Using Automobile Code Scanners
Your Check Engine Light (CEL) just popped on. Great, you say to yourself, what does that mean? You have two ways to answer that question: you can go to a mechanic, have them read the code and professionally diagnosis the results or you can do it yourself with a code reader. Considering trying it yourself? Here’s what to know:
The fuel injection, ignition system and automatic transmission on most modern cars and trucks are run by computers. These computers collect operating data from the engine and other systems on the car and then send commands to the ignition coils, fuel injectors and other systems. They also store a great deal of this operating data in memory so mechanics can get insight into what’s been going on when service is needed.
When the CEL light does goes on, it means that one of the computers (for example: the Powertrain Control Module or PCM) is receiving data from some sensor that indicates something isn’t working right. The PCM also stores a diagnostic “trouble code” so a service technician knows where to look for the problem.
Code scan tools are what both professionals like the service folks at Four Seasons Ford use, and what regular owners can use to check PCM codes. Not long ago code scanners were expensive.
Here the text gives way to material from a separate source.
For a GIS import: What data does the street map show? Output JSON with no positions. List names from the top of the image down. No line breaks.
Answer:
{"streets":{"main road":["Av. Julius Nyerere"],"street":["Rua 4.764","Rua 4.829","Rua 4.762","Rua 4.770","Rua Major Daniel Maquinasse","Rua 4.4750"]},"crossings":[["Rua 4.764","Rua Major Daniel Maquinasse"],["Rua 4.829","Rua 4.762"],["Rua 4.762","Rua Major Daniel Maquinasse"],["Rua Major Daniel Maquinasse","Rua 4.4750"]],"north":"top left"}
They were really just for service technicians. Today, prices vary from $20 or so for a simple code reader to maybe $400 for full-featured machine. The inexpensive ones lack the fancy features of the high-end ones but they are quite useful, nonetheless. Consider getting one.
Using a code scan tool is simple. To get started, plug the scan tool into the OBD II connector under the dash of your car. (If you can’t find the connector, consult the internet or your owner’s manual.) After you get it connected, turn the car’s key on then follow the scan tool’s onscreen instructions. Eventually you’ll get an option to check for trouble codes. You may want to write then down if you see any.
For interpretation, the manual that came with the scan tool may help or go online. On Google, type in the model of your car and the code number that the scan tool displayed and you will find dozens of sites that can help you diagnose what the problem is. Your ultimate resource, of course, is to have your local dealer take a look at your car, though.